[Start of section]

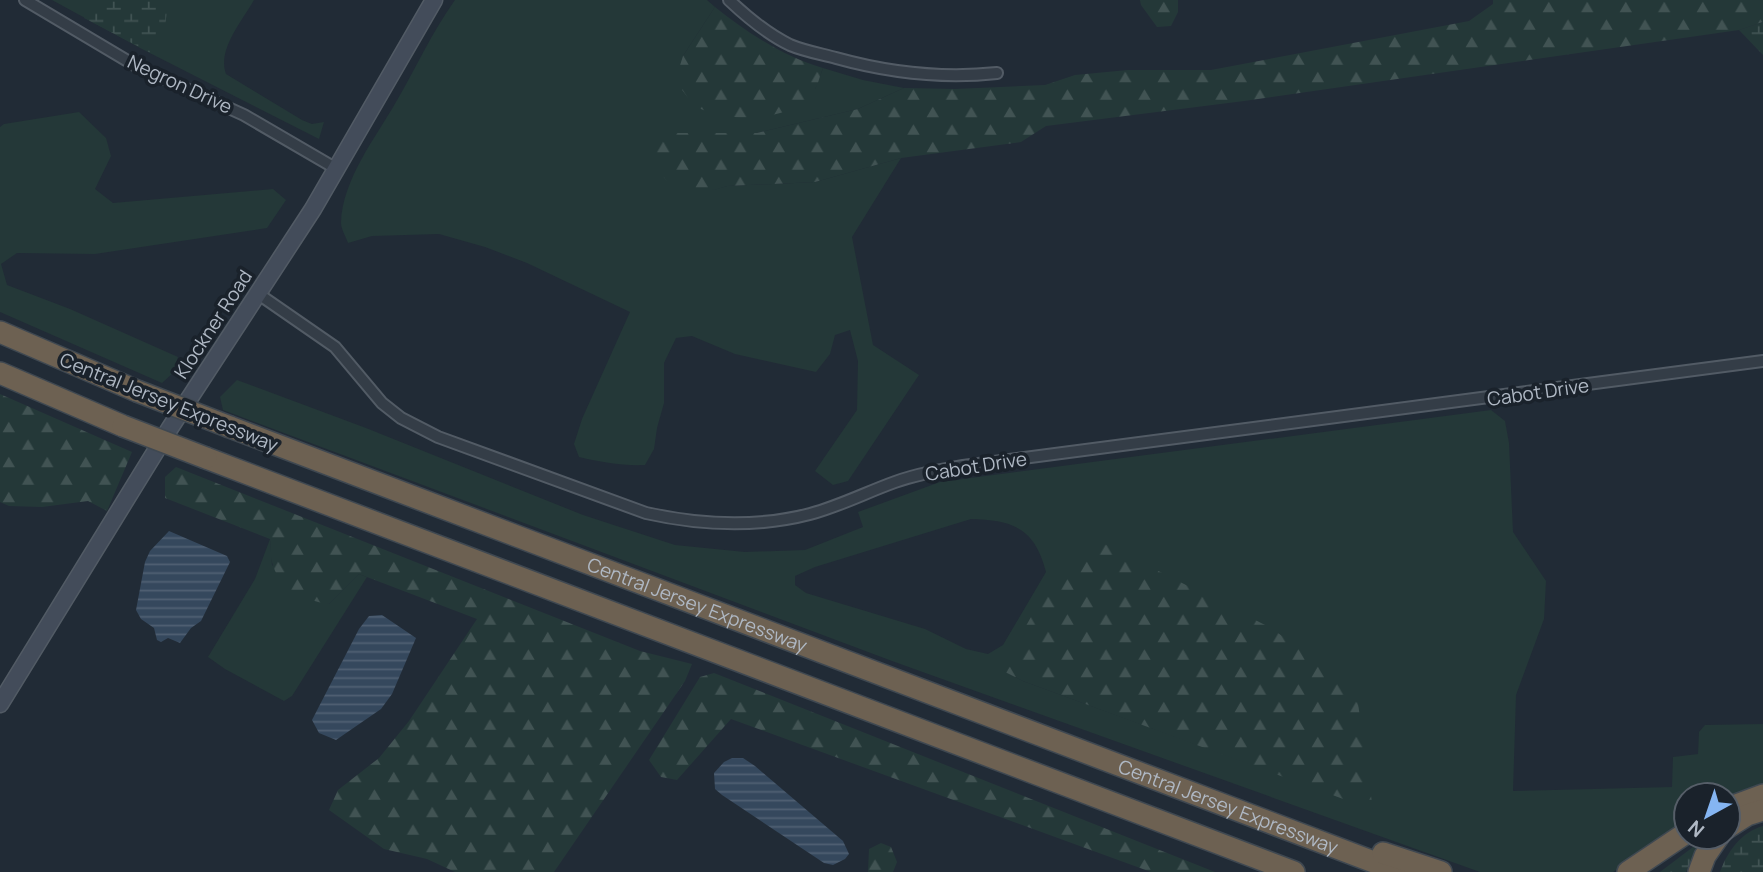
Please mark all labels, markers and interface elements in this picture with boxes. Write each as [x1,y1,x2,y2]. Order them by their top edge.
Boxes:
street label: Negron Drive [123,48,237,120]
street label: Klockner Road [168,265,258,383]
street label: Central Jersey Expressway [56,346,282,458]
street label: Cabot Drive [1485,372,1591,412]
street label: Cabot Drive [923,445,1029,487]
street label: Central Jersey Expressway [584,551,811,658]
street label: Central Jersey Expressway [1115,753,1342,860]
north arrow [1672,781,1742,851]
text: N [1682,815,1710,843]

[End of section]

Print the material again word for word. Please drop every picture.

§ Result for this exercise:
Please mark all labels, markers and interface elements in this picture with boxes. Write each as [x1,y1,x2,y2]. Order them by their top edge.
Boxes:
street label: Negron Drive [123,48,237,120]
street label: Klockner Road [168,265,258,383]
street label: Central Jersey Expressway [56,346,282,458]
street label: Cabot Drive [1485,372,1591,412]
street label: Cabot Drive [923,445,1029,487]
street label: Central Jersey Expressway [584,551,811,658]
street label: Central Jersey Expressway [1115,753,1342,860]
north arrow [1672,781,1742,851]
text: N [1682,815,1710,843]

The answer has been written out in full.